Using the records below, copy every line that holds the string "Elevation".

BEGIN

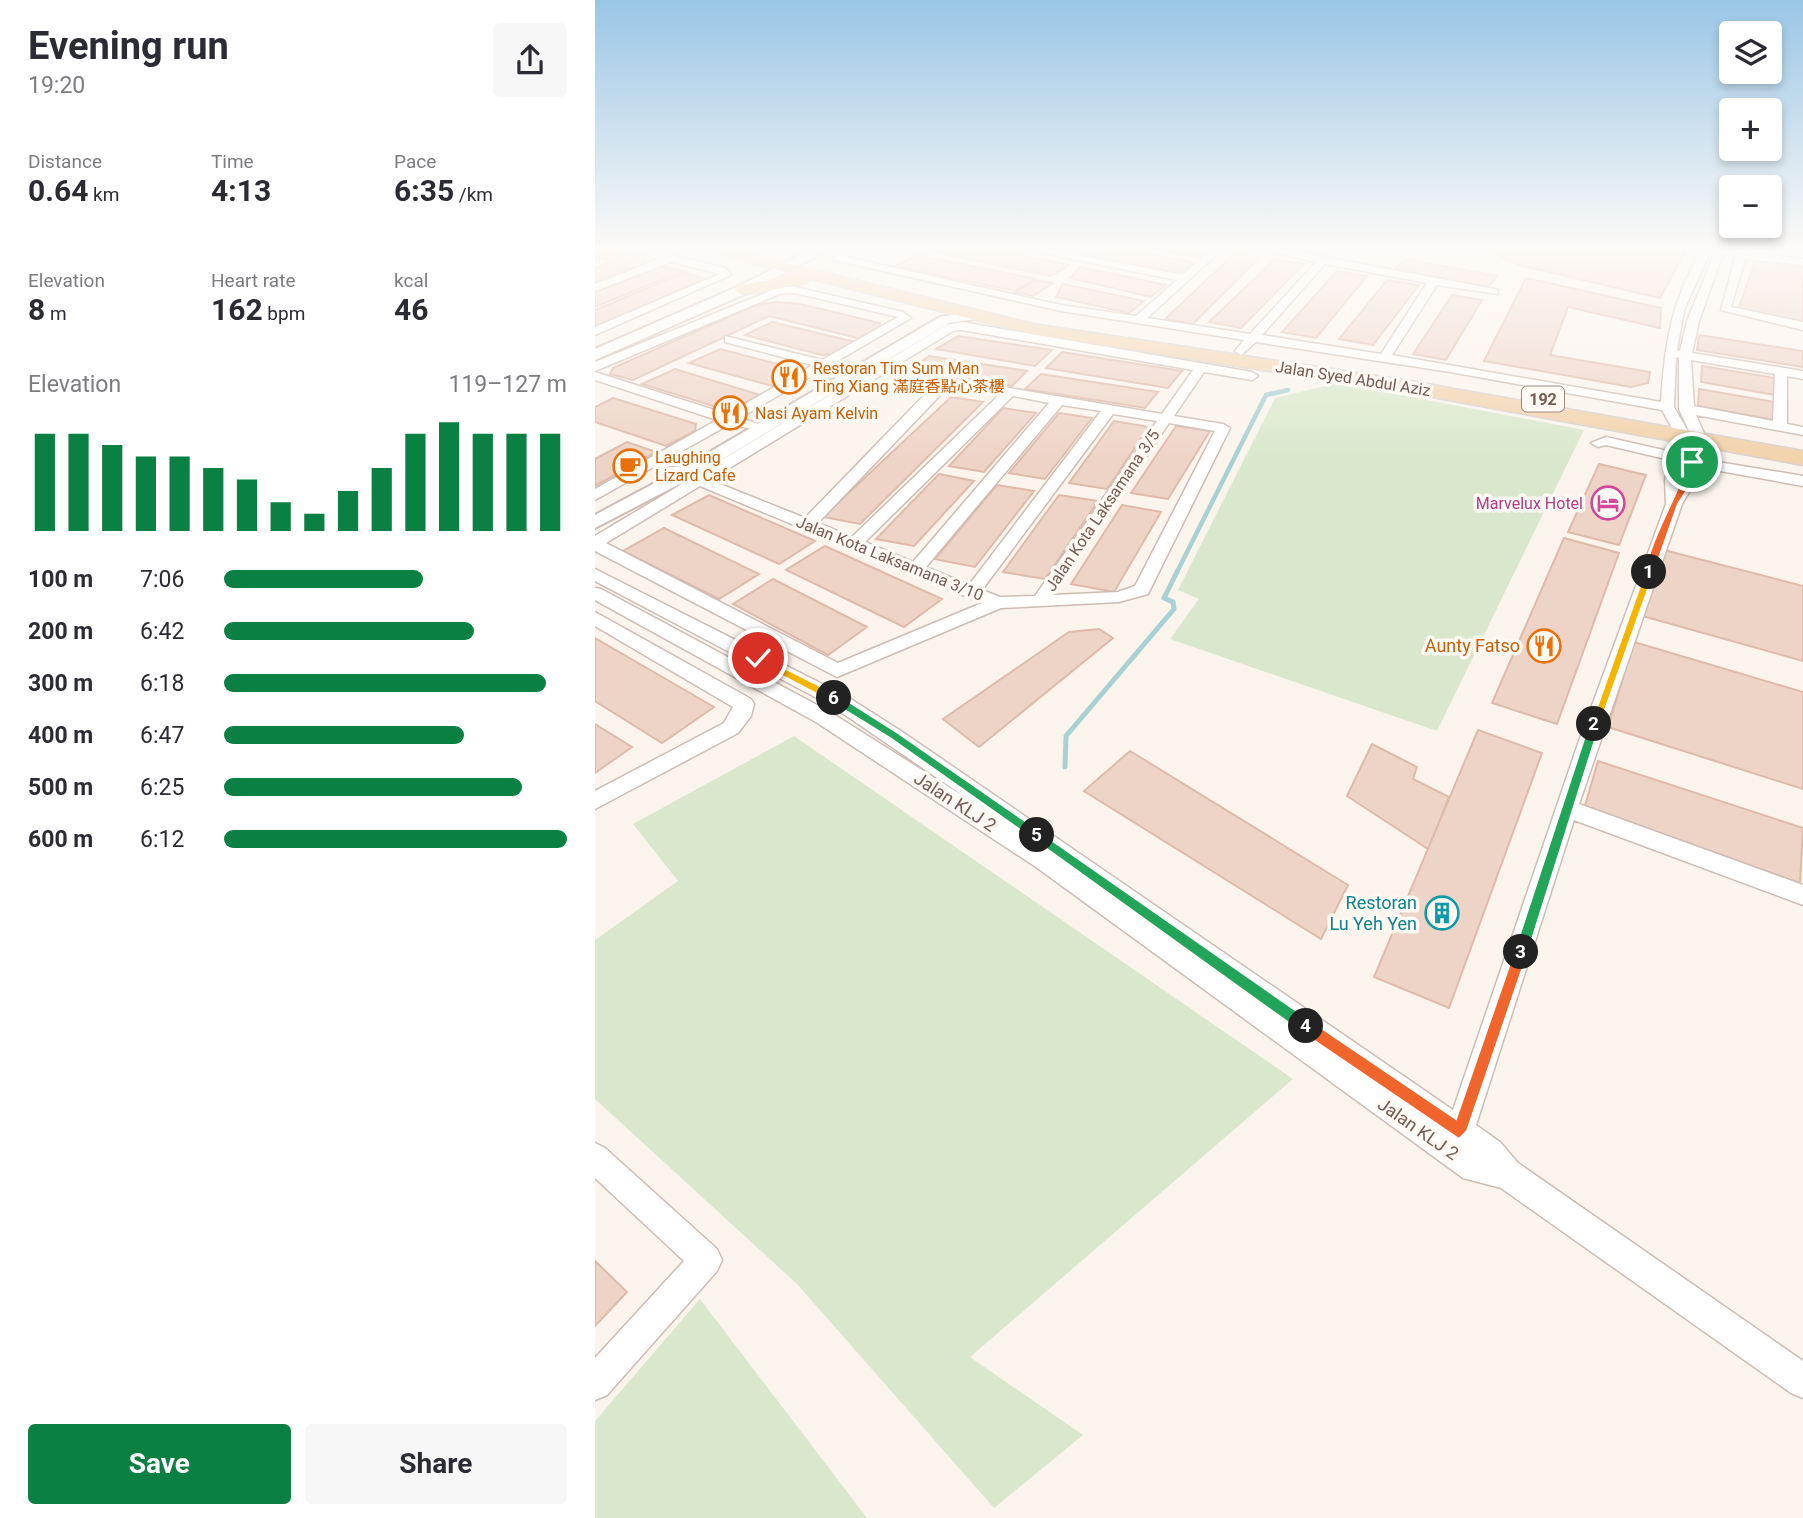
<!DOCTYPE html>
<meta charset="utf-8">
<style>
:root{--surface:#fff;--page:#f7f7f7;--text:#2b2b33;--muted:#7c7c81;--accent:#0b8043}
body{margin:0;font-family:Roboto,"Noto Sans SC",sans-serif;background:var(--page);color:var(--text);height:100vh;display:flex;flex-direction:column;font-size:26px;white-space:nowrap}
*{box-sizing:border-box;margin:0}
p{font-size:23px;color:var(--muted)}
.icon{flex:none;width:38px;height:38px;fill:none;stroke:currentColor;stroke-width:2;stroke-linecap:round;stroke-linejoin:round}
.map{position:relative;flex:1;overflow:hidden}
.sheet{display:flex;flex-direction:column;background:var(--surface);width:595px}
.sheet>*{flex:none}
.tools{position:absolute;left:1124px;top:21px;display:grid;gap:14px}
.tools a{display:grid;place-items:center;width:63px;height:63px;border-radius:7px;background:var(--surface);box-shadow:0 4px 10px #0003;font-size:35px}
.pin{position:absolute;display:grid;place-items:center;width:60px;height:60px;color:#fff;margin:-30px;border:4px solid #fff;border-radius:50%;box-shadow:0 2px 7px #0007}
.km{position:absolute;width:35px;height:35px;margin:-18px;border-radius:50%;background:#222;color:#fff;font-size:19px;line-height:35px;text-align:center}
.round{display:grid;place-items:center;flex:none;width:74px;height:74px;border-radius:7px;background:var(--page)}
.headline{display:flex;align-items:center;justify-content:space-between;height:119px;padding:0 28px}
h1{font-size:38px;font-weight:700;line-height:52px}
.stats{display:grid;grid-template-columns:repeat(3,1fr);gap:10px;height:119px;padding:7px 28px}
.stats div{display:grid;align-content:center}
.stats b{font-size:30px;font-weight:700}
.stats small{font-size:19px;font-weight:400}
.stats p{font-size:19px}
.chart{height:196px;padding:14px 28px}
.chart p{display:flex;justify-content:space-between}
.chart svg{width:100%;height:126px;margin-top:7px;stroke:var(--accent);stroke-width:6}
.action{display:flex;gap:14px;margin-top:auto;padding:14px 28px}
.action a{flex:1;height:80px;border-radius:7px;background:var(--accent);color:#fff;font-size:28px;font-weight:700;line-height:80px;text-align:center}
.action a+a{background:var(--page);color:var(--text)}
ul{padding:0 28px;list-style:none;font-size:23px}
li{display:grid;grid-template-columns:112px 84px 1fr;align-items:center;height:52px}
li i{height:18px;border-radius:9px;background:var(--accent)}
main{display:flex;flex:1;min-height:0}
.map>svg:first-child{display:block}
.green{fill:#d9e8cc}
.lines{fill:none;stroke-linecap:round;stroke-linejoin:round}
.stream-far1{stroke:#a9d0d4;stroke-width:4.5}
.stream{stroke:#a9d0d4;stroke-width:5}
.building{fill:#eed4c7;stroke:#dfbaa9;stroke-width:2}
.minor-casing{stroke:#cdbcb3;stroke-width:3}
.tertiary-casing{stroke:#cdbcb3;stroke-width:4}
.secondary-casing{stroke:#d2beb3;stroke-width:4}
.primary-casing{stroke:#d8d1ce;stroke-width:3}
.minor{fill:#fff;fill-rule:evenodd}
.tertiary{fill:#fff;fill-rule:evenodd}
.secondary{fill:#fff;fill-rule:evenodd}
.primary{fill:#f2d3ac;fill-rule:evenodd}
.split-1{fill:#f0652b;stroke:#fff;stroke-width:2}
.split-2{fill:#f5b400;stroke:#fff;stroke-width:2}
.split-3{fill:#22a559;stroke:#fff;stroke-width:2}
.split-4{fill:#f0652b;stroke:#fff;stroke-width:2}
.split-5{fill:#22a559;stroke:#fff;stroke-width:2}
.split-6{fill:#22a559;stroke:#fff;stroke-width:2}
.split-7{fill:#f5b400;stroke:#fff;stroke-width:2}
.labels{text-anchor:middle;stroke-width:7;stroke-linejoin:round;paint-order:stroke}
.far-food-label{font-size:16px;fill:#c56008;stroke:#fef9f3;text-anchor:start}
.far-street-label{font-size:16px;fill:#755b51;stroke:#fef9f3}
.shield{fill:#fef9f3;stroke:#9e8a82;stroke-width:2}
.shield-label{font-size:16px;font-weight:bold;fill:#755b51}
.far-hotel-label{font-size:16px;fill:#b23c85;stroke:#fef9f3;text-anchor:end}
.food-label{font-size:18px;fill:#c56008;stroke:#fef9f3;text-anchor:end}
.street-label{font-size:18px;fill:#755b51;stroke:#fef9f3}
.culture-label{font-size:18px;fill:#0d838f;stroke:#fef9f3;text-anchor:end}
</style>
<main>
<section class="sheet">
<div class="headline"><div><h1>Evening run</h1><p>19:20</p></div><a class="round"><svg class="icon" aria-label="share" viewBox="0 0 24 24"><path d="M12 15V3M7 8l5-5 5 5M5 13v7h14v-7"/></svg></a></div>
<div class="stats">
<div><p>Distance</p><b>0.64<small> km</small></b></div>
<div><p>Time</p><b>4:13</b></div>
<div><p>Pace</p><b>6:35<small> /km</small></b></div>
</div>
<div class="stats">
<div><p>Elevation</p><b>8<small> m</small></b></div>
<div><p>Heart rate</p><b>162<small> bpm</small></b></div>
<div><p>kcal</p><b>46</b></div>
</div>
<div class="chart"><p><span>Elevation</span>119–127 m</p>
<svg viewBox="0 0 160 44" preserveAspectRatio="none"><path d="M5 44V10M15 44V10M25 44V14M35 44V18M45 44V18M55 44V22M65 44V26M75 44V34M85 44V38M95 44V30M105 44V22M115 44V10M125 44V6M135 44V10M145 44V10M155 44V10"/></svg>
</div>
<ul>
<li><b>100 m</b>7:06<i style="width:58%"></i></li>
<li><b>200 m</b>6:42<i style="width:73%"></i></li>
<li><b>300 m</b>6:18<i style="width:94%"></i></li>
<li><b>400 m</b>6:47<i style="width:70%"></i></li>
<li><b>500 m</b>6:25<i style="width:87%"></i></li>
<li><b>600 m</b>6:12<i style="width:100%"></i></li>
</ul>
<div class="action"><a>Save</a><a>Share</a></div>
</section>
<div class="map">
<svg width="1208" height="1518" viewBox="0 0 1208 1518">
<rect width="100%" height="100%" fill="#fbf4ed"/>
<path class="green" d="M743,383L989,430L842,731L575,639L604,599L583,590L680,398Z
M199,736L698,1079L375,1357L488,1435L399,1508L202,1284L0,1099V940L83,881L38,824Z
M105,1299L272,1518H0V1421Z"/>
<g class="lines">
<path class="stream-far1" d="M581,574L671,395L693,390"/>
<path class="stream" d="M470,767L471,736L579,609L578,602L569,598L582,572"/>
</g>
<path class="building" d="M341,247H385L474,265L456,276L334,251Z
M505,247H523L599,263L585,274L498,257Z
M550,247H616L617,248L603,257Z
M678,247H741L729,257Z
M900,247H1076L1091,250L1065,298L924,265L896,252Z
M11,249L29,253L11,260L0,258V250Z
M639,254L664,258L598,324L570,319Z
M32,255L51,258L50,263L0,283V268Z
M322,255L440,279L420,291L300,266Z
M680,259L709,264L646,328L614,322Z
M809,259L902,276L893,287L799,270Z
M1161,260L1208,268V322L1143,310Z
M72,267L88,271L0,307V292L62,268Z
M485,267L571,285L556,297L475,278Z
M742,271L772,276L721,338L687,332Z
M91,272L109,279L0,328V310Z
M931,278L1066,308L1065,328L973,307L955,355L1055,372L1053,383L1036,387L889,361Z
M441,280L458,283L438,296L421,292Z
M792,280L824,285L778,345L744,339Z
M468,284L549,301L534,313L461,297Z
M857,295L887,300L851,360L818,354Z
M181,302L205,304L285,323L286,328L266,339L174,316L38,380L15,374L18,368L161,305Z
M177,322L260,342L240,354L227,355L150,335Z
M1104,335L1208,351V367L1102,350Z
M363,336L457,350L440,366L341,349Z
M125,349L202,369L203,375L181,387L94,363Z
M467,352L587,371L573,388L451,368Z
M334,356L432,371L417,386L317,369Z
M1107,366L1180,378V395L1106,382Z
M80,369L165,395L142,407L128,409L47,384Z
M446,374L563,392L550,408L430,389Z
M1104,389L1180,402V420L1103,406Z
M356,397L388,402L265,524L228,517Z
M18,398L101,424L100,431L71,446L0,422V407Z
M408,408L441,413L389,472L354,466Z
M464,413L497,418L450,479L414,473Z
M519,421L554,427L512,489L474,483Z
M581,426L615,431L573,499L536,493Z
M32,442L61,452L0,486V459Z
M1004,464L1051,475L1024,545L973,532Z
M344,474L379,481L319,546L281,539Z
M402,485L439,491L380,567L340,559Z
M114,495L220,541L184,564L77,515Z
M464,495L503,501L450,579L408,572Z
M527,505L566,512L519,592L476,584Z
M69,528L164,574L124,599L28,551Z
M969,538L1024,553L962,724L897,703Z
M230,546L347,599L309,627L191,570Z
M1065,549L1208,586V661L1044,615Z
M178,579L272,627L233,655L138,604Z
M504,629L518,638L384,747L348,719L474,632Z
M0,638L119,707L67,743L0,701Z
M1039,642L1208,692V789L1013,727Z
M0,724L37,747L0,773Z
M883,730L947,753L854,1008L779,977Z
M777,744L822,767L818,779L854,797L833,849L752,796Z
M535,751L753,885L726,939L489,791Z
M1003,761L1208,828L1205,883L989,809Z
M0,1261L32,1292L0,1326Z"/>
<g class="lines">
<defs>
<path id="minor" d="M22,247H42L130,268L136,275L0,335V327L125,274L76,262L0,291V284L64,259Z
M250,247H262L251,257L466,305L541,316L582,280L417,247H441L588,275L618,247H630L552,318L655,334L721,262L653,247H677L899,289L903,290V294L842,285L797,355L1066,402C1070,341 1076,303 1107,249L1129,251L1104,321L1097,353L1208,371V379L1192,376V424L1208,427V435L1101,415L1111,438L1105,459L1208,476V486L1103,467L1099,484L1087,504L984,804L1208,885V905L979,820L881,1125L905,1142L923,1163L1208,1361V1398L1196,1393L906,1188L868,1178L441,867L221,722L0,600V588L6,589L235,712L376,801L237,706L0,581V569L251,696L306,731L858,1110L984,741L1071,504L1070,480L1075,460L1011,445L1003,447L996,443L1011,437L1077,452L1081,435L1067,410L855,372L661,342L646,355L640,351L649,340L466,311L239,260V256ZM1114,255H1119L1092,321L1085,351L1082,350L1089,310ZM730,264L832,283L786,354L667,335ZM1081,357L1084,358V409L1097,438L1088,468L1095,435L1079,407ZM1096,360L1180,374L1178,421L1099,406Z
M1146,252L1208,259V265L1150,259L1136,307L1208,322V330L1126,310L1141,255Z
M185,287H200L308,312L316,318L145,418L170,426V432L135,424L0,500V489L122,420L0,380V372L132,414L218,365L130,342V336L227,360L303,317L200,293H187L0,371V362Z
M367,322L657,372L663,376L657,380L609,372L579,416L628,424L635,428L553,594L524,602L406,608L242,677L0,551V536L92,481L74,473V467H84L103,474L273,372L263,370V364L283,366L351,325ZM367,330L598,370L567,414L297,368L358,331ZM288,374L341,383L210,518L115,480ZM354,386L405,394L257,537L223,523ZM418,396L454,403L318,562L270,542ZM467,405L506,411L374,585L331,567ZM518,414L562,421L440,596L405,597L387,590ZM574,423L620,431L540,586L523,592L458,595ZM105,486L387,603L243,663L11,543Z
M0,612L156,699L159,704L156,716L143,733L0,809V791L129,723L138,707L0,626Z
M0,1143L10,1148L122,1249L127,1260L122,1271L12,1395L0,1400V1358L89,1261L0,1178Z"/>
<path id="tertiary" d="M381,311L386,312V318L354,323L96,478L0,528V515L84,470L345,317Z"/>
<path id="secondary" d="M222,247H239L152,293L0,360V349L142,287Z"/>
<path id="primary" d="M98,247H126L438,324L815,381L1208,451V465L815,393L438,334L216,279L208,284L147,295L139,290L141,286L201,275Z"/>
</defs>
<use href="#minor" class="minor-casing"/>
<use href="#tertiary" class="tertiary-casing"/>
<use href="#secondary" class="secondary-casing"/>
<use href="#primary" class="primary-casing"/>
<use href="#minor" class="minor"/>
<use href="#tertiary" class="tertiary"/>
<use href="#secondary" class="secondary"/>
<use href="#primary" class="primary"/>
</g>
<linearGradient id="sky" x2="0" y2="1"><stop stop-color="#99c6e6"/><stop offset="0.54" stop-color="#fdfaf7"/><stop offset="1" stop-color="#fdfaf7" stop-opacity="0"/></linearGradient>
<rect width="1208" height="460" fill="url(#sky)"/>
<path class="split-1" d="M1097,459L1101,462L1096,484L1083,504L1059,572L1051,574C1050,548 1085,491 1093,462Z"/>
<path class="split-2" d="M1054,569L1059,572L1005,724L995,727L1050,572Z"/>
<path class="split-3" d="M999,721L1005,724L933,952L926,958L919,952L994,724Z"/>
<path class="split-4" d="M926,946L933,952L872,1131L864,1139L705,1031L703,1026L705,1021H716L861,1119L919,952Z"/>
<path class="split-5" d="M442,830L716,1021V1031H705L438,839V832Z"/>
<path class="split-6" d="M235,695H243L303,733L446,832V839H438L295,738L235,701Z"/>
<path class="split-7" d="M163,655L243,695L245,698L235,701L159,661L158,658Z"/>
<defs>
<symbol id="restaurant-ring" viewBox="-11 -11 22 22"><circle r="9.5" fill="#fef9f3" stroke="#e8710a" stroke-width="1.5"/><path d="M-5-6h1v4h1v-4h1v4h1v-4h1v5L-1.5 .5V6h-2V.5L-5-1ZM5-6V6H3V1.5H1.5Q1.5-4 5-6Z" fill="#e8710a"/></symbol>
<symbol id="cafe-ring" viewBox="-11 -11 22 22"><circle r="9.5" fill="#fef9f3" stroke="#e8710a" stroke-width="1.5"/><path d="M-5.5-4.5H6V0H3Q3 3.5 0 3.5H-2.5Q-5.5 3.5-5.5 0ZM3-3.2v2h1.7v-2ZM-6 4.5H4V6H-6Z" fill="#e8710a"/></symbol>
<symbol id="hotel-ring" viewBox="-11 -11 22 22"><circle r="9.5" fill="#fef9f3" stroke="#d1479c" stroke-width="1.5"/><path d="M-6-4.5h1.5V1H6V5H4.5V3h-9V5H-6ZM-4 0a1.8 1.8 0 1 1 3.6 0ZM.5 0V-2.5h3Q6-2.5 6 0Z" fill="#d1479c"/></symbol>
<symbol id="building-ring" viewBox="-11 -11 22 22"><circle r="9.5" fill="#fef9f3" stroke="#0f9aa8" stroke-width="1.5"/><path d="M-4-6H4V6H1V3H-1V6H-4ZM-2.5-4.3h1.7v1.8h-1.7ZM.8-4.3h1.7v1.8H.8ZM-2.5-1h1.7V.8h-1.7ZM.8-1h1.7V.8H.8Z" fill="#0f9aa8"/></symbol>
</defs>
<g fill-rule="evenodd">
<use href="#restaurant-ring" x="175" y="358" width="38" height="38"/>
<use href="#restaurant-ring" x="116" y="394" width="38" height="38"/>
<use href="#cafe-ring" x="16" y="447" width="38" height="38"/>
<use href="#hotel-ring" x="994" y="484" width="38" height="38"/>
<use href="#restaurant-ring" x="930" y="627" width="38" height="38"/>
<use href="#building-ring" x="828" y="894" width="38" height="38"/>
</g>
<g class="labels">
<g class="far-food-label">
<text x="218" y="374">Restoran Tim Sum Man<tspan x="218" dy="18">Ting Xiang 滿庭香點心茶樓</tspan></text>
<text x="160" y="419">Nasi Ayam Kelvin</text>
<text x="60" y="463">Laughing<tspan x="60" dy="18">Lizard Cafe</tspan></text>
</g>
<g class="far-street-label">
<text transform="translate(758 378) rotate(9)" y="6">Jalan Syed Abdul Aziz</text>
<text transform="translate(507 510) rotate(-56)" y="6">Jalan Kota Laksamana 3/5</text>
<text transform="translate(295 558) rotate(22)" y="6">Jalan Kota Laksamana 3/10</text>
</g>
<rect class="shield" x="927" y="386.5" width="42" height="25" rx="5"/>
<g class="shield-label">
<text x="948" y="405">192</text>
</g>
<g class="far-hotel-label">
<text x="988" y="509">Marvelux Hotel</text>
</g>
<g class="food-label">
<text x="925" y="652">Aunty Fatso</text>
</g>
<g class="street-label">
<text transform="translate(360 802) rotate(33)" y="6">Jalan KLJ 2</text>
<text transform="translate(823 1129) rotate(35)" y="6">Jalan KLJ 2</text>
</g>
<g class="culture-label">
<text x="822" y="909">Restoran<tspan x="822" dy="21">Lu Yeh Yen</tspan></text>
</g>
</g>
</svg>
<div class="tools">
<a><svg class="icon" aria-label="layers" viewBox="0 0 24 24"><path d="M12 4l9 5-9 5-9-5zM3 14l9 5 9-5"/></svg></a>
<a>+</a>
<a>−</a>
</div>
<div class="pin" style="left:1097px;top:462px;background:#1e9e55"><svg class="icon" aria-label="arrive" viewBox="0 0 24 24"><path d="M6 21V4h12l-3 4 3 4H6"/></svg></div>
<div class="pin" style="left:163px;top:658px;background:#d93025"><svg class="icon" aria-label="check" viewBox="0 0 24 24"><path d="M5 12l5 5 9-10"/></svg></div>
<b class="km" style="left:1054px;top:572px">1</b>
<b class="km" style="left:999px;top:724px">2</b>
<b class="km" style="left:926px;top:952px">3</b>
<b class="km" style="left:711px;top:1026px">4</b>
<b class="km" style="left:442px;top:835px">5</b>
<b class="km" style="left:239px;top:698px">6</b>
</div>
</main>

END

= Response =
<div><p>Elevation</p><b>8<small> m</small></b></div>
<div class="chart"><p><span>Elevation</span>119–127 m</p>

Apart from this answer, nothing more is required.